Give the number of lines in the records below that include "linecap". Reply with that number alone.

- _Stored data_:

Content starts

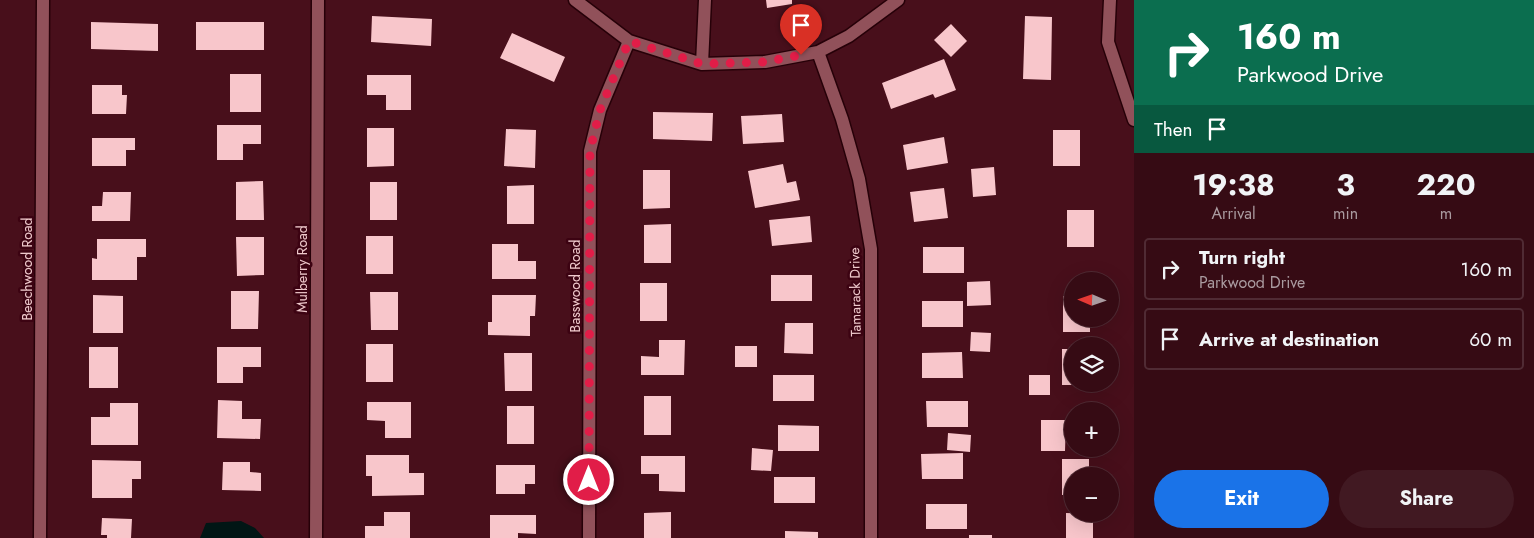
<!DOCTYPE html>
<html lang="en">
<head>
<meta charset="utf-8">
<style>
  body { margin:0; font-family:Jost,sans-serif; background:#411922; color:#f1f3f6; height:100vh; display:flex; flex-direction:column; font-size:19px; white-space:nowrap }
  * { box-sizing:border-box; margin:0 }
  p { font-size:16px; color:#aa9ba0 }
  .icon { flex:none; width:28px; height:28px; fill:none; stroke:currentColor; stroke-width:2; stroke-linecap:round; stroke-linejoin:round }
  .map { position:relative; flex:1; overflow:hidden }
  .side { display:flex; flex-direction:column; background:#360b14; width:400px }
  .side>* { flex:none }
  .hud { background:#0b6e4f; color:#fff; overflow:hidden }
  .needle { width:32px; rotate:272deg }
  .buttons { position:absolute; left:1064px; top:272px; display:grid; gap:10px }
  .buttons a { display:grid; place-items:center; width:55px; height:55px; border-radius:50%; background:#360b14; box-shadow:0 5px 20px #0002,0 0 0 1px #502b34; font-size:25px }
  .pin { position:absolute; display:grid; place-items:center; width:42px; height:42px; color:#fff; margin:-51px -21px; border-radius:50% 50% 50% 0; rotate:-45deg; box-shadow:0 0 5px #0007 }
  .pin .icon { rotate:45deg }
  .me { position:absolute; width:55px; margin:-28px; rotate:0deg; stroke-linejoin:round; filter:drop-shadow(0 0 4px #0008) }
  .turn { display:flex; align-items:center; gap:18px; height:105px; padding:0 20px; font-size:22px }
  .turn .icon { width:65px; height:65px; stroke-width:2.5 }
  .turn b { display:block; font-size:35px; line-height:42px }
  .then { display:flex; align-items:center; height:48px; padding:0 20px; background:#0003; gap:10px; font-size:19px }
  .eta { display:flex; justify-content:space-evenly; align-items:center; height:85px; text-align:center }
  .eta b { font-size:30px; font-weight:700; line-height:35px }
  .button { display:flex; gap:10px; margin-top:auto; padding:10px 20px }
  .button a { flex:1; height:58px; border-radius:30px; background:#1a73e8; color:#fff; font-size:20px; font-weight:700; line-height:58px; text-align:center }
  .button a+a { background:#411922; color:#f1f3f6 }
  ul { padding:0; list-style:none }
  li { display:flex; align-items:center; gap:15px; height:62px; margin:0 10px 8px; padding:0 10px; border:2px solid #502b34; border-radius:5px }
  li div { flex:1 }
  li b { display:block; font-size:19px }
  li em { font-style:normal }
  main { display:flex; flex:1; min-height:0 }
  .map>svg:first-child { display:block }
  .water { fill:#011615 }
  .building { fill:#f8c6cb }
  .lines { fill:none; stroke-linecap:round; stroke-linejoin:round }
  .minor-casing { stroke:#260008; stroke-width:15 }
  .minor { stroke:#91515a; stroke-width:12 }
  .route { stroke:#e11d48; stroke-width:9; stroke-dasharray:0 16.2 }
  .labels { text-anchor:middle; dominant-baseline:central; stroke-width:5; stroke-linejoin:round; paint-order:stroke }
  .street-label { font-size:14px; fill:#efc9cc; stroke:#3c0312 }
</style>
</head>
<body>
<main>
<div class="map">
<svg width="1134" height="538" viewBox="0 0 1134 538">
  <rect width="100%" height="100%" fill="#480f1b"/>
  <path class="water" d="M241 521 255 528 264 538H200L206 523Z"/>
  <path class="building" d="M766 0H792V4L767 8Z
    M372 16 432 19 431 46 371 42Z
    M1025 16 1052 17 1051 80 1023 79Z
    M91 22 158 24V51L91 49Z
    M196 22H264V50H196Z
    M951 24 967 41 951 57 934 40Z
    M512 33 565 57 554 82 500 58Z
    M944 59 956 90 935 98 933 94 891 109 882 83Z
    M230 74H261V112H230Z
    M367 75H411V110H386V95H367Z
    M92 85H122V95H127L126 114H92Z
    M653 112 713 113 712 141 653 139Z
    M782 114 784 142 743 144 741 116Z
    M217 125H261V144H243V160H217Z
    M367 128H394V166L367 167Z
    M506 129 536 130 535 168 504 166Z
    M1053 130H1080V166H1053Z
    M944 137 948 163 907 170 903 145Z
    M92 138H135V150H126V166H92Z
    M783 164 787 183 796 181 800 200 755 208 748 171Z
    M994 167 996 195 973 197 971 169Z
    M643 170H670V208L643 209Z
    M263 181 264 220H236V182Z
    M370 182H397V220H370Z
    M534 185V224H507V186Z
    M944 188 948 218 914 222 910 192Z
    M103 192H131L130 221H92V206H102Z
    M1067 210H1094V247H1067Z
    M810 216 812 242 772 246 769 220Z
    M671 224V263H644V225Z
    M366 236H393V274H366Z
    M236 237H264V275L237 276Z
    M97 239H146V257H137V280H92V258L97 259Z
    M492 244H518V261H536V279H492Z
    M923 247H964V273H923Z
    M771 275H812V301H771Z
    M990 281 991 305 967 306V282Z
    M640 283H667V321H640Z
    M231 291H259L258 329H231Z
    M370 292H398V330H371Z
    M93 295 123 296V333H93Z
    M492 295H536L535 316H530V336L488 335V322H492Z
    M1063 296H1072V319H1090V332H1063Z
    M922 301H963V327H922Z
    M785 323H813V354L784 353Z
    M971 332 991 333 990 352 970 351Z
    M659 340H685L684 375H641V356L659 357Z
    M366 344H393V382H366Z
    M735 346H757V367H735Z
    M89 347H118V388H89Z
    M217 347H261V367H243V383H217Z
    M1062 349H1072V385H1062Z
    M962 352 963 378H922V353Z
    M504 353H532V391H505Z
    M773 375H814V401H773Z
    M1029 375H1050V395H1029Z
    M644 396H671V435H644Z
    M218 400 242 401V419H261L260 439 217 438Z
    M926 401H968V427H927Z
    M367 402H411V438H385V421L367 420Z
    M110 403H138V445H91V417H110Z
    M507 406H534V444H507Z
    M1041 420H1066L1065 451H1041Z
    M778 425 819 426V451H778Z
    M948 433 971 435 970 452 947 450Z
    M752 448 773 450 771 471 751 470Z
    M963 453V479H922L921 454Z
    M366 455H409V473H424V495L372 496V476H366Z
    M641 456H685V492L659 491V474H641Z
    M1062 459H1089V476H1072V495H1062Z
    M92 460 141 461V479H132V498H92Z
    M223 462H250V472L261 473V491L222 490Z
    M496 465H535V484H525V494H496Z
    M774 477H815V503H774Z
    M926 504H967V529H926Z
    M384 512H410V538H365V526H384Z
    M671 512V538H644V513Z
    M1066 513 1093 514V538H1066Z
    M490 515H536V534L518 533V538H490Z
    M102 518 132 519 131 538H107V535H101Z
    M785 531 818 532V538H785Z
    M969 535H992V538H969Z"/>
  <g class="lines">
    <defs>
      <path id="minor" d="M575 0 629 41 702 64 765 62 818 52 849 36 898 0
        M1110 0 1108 42 1134 120
        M818 52 842 119 859 179 871 249V538
        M702 64 705 0
        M40 538 43 0
        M316 538 318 0
        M589 538 590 151 600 110 629 41"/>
    </defs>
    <use href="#minor" class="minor-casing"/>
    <use href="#minor" class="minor"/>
  </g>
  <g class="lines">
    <path class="route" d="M589 480 590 151 600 110 629 41 702 64 765 62 801 55"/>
  </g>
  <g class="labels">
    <g class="street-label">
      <text transform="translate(27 269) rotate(-90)">Beechwood Road</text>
      <text transform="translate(302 269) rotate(-90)">Mulberry Road</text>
      <text transform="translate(575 286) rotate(-90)">Basswood Road</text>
      <text transform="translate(855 292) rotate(-91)">Tamarack Drive</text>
    </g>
  </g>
</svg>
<div class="buttons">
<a><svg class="needle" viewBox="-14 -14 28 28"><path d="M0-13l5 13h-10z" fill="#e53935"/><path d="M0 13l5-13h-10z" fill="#aa9ba0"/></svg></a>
<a><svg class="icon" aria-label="layers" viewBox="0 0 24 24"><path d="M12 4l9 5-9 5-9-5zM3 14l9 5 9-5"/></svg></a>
<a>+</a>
<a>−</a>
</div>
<div class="pin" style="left:801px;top:55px;background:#d93025"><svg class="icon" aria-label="arrive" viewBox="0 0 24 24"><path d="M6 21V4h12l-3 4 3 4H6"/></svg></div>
<svg class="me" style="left:589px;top:480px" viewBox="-20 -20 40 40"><circle r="17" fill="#e11d48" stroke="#fff" stroke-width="3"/><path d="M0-11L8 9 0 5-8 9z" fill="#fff"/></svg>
</div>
<section class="side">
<div class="hud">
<div class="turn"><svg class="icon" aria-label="right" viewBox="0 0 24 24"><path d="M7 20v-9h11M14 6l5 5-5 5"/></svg><div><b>160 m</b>Parkwood Drive</div></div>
<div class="then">Then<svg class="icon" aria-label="arrive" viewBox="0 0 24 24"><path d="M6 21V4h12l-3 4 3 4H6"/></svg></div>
</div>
<div class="eta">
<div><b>19:38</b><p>Arrival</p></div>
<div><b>3</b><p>min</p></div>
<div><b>220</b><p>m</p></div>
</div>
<ul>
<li><svg class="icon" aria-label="right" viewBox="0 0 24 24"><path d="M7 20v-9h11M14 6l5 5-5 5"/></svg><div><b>Turn right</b><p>Parkwood Drive</p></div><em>160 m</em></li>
<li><svg class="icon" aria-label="arrive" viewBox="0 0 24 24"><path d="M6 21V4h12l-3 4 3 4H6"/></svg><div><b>Arrive at destination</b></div><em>60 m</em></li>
</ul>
<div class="button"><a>Exit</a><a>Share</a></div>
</section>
</main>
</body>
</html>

Content ends

- _REPLY_: 2